An economic evaluation of the SCORE2 trial indicates aflibercept treatment was unlikely to meet most accepted standards of cost-effectiveness, due to little difference in visual acuity outcomes and a large cost differential compared with bevacizumab.
Due to minimal differences in visual acuity outcomes, but large cost differences, a new economic evaluation study suggested first-line treatment with bevacizumab is more cost-effective than aflibercept in the treatment of macular edema associated with central retinal vein occlusion (CRVO) or hemiretinal vein occlusion (HRVO).1
According to the simulation’s findings, patients with macular edema secondary to CRVO or HRVO undergoing aflibercept treatment would have an expected cost of $18,127 greater than those treated with bevacizumab in the year following initiation.
“While there may be some subgroups of patients who will derive the most benefit from first-line treatment with aflibercept, it is likely a small fraction of those living with CRVO or HRVO,” wrote the investigative team, led by Paul C. VanVeldhuisen, PhD from The Emmes Company.
Vision loss from RVO is most often due to macular edema and has been a therapeutic target area of anti-vascular endothelial growth factor (anti-VEGF) treatment. Previously. the US Food and Drug Administration (FDA) approved aflibercept for the treatment of macular edema following RVO in October 2014.2 Off-label use of bevacizumab is widespread, due to its low-cost relative to other anti-VEGF agents, and its efficacy and safety profile demonstrated for patients with age-related macular degeneration (AMD) and diabetic macular edema (DME).
Results from the Study of Comparative Treatments for Retinal Vein Occlusion 2 (SCORE2) trial suggested the noninferiority of bevacizumab to aflibercept regarding visual acuity in patients with macular edema due to CRVO or HRVO after 6 months of therapy. However, despite these findings and the lower cost of bevacizumab, physicians may still choose aflibercept as a first-line treatment for RVO. To further explore the insights into circumstances in which aflibercept may be preferable as a first-line treatment, VanVeldhuisen and colleagues performed an economic evaluation of bevacizumab versus aflibercept based on the SCORE2 trial.
“While the results of the SCORE2 study, when juxtaposed to the relatively high cost of aflibercept, may make the results of our study self-evident, we conducted this study to gain insights into the nuances of the cost-benefit relationship in the treatment of CRVO and HRVO,” investigators wrote.
The analysis utilized an economic model comparing competing 2 competing treatment approaches: initiate treatment with bevacizumab and if the patient demonstrated a protocol-defined poor or marginal treatment response after 6 monthly injections, switch to aflibercept; or, initiate treatment with aflibercept and if the patient demonstrates a poor or marginal response after 6 monthly injections, switch to dexamethasone implant.
In order to assess their relative cost-effectiveness, investigators used a microsimulation cohort of 5000 patients based on SCORE2 data. The parameters of the model were developed using a split-sample approach, with the SCORE2 sample divided in half. SCORE2 data were collected from September 2014 - October 2019 and data were analyzed from October 2019 - July 2021.

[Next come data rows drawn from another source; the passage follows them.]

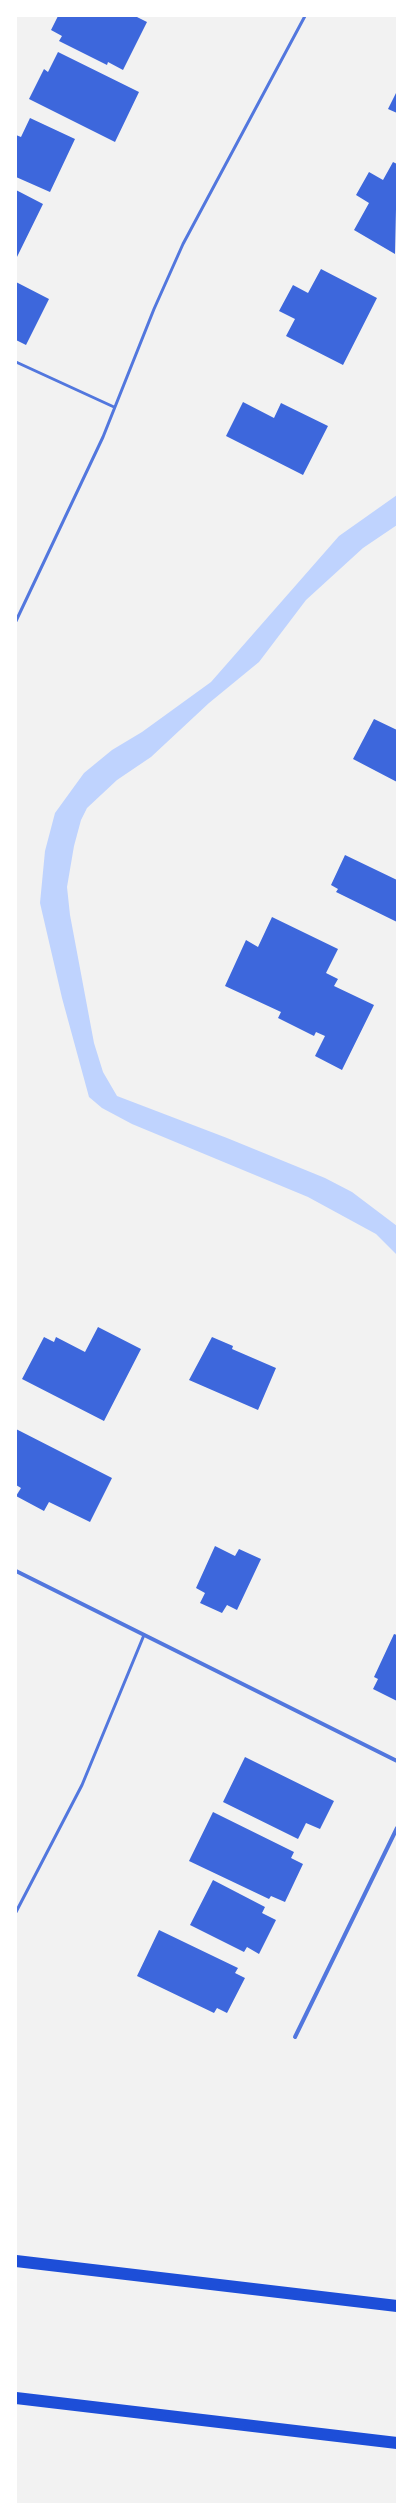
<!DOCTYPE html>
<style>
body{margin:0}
#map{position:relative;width:413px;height:2520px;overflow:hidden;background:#f2f2f2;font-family:Poppins,sans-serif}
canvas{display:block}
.frame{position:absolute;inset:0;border:17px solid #fff;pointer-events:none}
</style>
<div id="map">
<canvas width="413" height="2520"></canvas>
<div class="frame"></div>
</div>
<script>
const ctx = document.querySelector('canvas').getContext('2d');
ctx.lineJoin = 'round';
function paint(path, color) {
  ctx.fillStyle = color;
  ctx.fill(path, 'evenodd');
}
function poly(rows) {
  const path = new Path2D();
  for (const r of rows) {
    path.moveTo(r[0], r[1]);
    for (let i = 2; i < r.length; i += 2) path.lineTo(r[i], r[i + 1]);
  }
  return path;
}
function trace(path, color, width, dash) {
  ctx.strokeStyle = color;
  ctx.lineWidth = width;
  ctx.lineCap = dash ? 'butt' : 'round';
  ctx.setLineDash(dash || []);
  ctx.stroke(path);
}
paint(poly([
 [397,495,397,525,363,548,306,600,259,662,209,703,151,757,117,780,87,808,81,820,74,846,67,887,70,915,94,1043,103,1072,117,1096,227,1138,325,1178,352,1192,397,1226,397,1255,376,1234,308,1197,132,1124,102,1108,89,1097,62,998,40,903,45,851,55,813,84,773,112,750,142,732,211,682,339,536]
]), '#bfd3fe');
paint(poly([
 [58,16,135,16,147,22,123,70,108,62,107,65,59,41,62,36,51,30],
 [58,52,139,92,115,142,29,99,44,69,48,72],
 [397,91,397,113,388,109],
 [30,118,75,139,50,192,16,177,16,135,21,137],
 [393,162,397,164,395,254,354,230,369,203,356,195,369,172,383,180],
 [16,190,43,204,16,259],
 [321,269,377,298,343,365,286,336,295,319,279,311,293,285,308,293],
 [16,282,49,299,26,345,16,340],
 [243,402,274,418,281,403,328,426,303,475,226,436],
 [374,719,397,730,397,782,353,759],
 [345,855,397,880,397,922,336,892,338,889,331,885],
 [272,917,338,949,326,973,338,979,334,986,374,1005,342,1070,315,1056,325,1036,316,1032,314,1036,278,1018,281,1012,225,986,246,940,258,947],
 [98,1327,141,1349,104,1421,22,1379,44,1337,54,1342,56,1337,85,1352],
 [212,1337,233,1346,232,1349,276,1368,258,1410,189,1380],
 [16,1429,112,1478,90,1522,49,1502,44,1511,16,1496,21,1488,16,1485],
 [215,1546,235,1556,239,1549,261,1559,237,1610,227,1605,222,1613,200,1603,205,1593,196,1588],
 [394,1634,397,1635,397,1701,373,1689,378,1679,374,1677],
 [245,1757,334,1801,320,1829,306,1823,298,1839,223,1802],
 [213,1812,294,1852,291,1858,303,1864,285,1902,271,1896,269,1899,189,1861],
 [213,1880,265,1907,262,1913,276,1920,259,1954,247,1947,244,1952,190,1925],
 [159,1930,238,1968,235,1973,245,1978,227,2013,217,2008,214,2013,137,1976]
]), '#3d67dc');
trace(poly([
 [16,362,114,407],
 [16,621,103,437,154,309,183,244,305,16],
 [16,1912,82,1785,144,1635]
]), '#5277de', 3);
trace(poly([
 [16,1571,397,1761],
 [295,2037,397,1828]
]), '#5277de', 4);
trace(poly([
 [16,2261,397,2306],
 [16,2398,397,2443]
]), '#1d4ed8', 12);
</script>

Costs included in the model were limited to those associated with medication and administration due to a lack of standard, with $150 used per dose for bevacizumab, $1941 per dose for aflibercept, and $1650 per implant for dexamethasone. Investigators measured quality of life using utility, measured on a scale of 0.0 (comparable with death) to 1.0 (perfect health), and reported quality-adjusted life-years (QALYs).
Upon analysis, simulated patients treated with bevacizumab experienced a visual acuity letter score (VALS) improvement of 22 in the treated eye, while those treated with aflibercept experienced a VALS improvement of 18. The economic model indicated that patients who initiated bevacizumab therapy accrued a cost of $3213 through 1 year of treatment and experienced gain of 0.026 QALYs. Those who initiated aflibercept accrued a 12-month cost of $21,340 (an increase of $18,127 vs. bevacizumab) with a QALY improvement of 0.020 QALYs.
Since bevacizumab is less expensive and more effective than aflibercept in terms of QALYs, investigators considered bevacizumab dominant compared with aflibercept in the model. Considering the small differences in QALYs, they noted the differences may be due to random variation in visual acuity rather than effectiveness. As a result, investigators assumed the dominance is a result of the difference in the cost of treatment rather than its effectiveness.
Sensitivity analyses revealed no clinically relevant changes in parameter values favoring aflibercept as a first-line treatment from a cost-effectiveness perspective. Data showed the difference in effectiveness required to justify the cost difference would need to be 0.12 QALY per year favoring aflibercept treatment over the current value of 0.006 QALY per year favoring bevacizumab.
“To achieve this level of improvement would require that the treated eye become nearly perfect in its vision, something that is clearly not clinically achievable,” investigators wrote.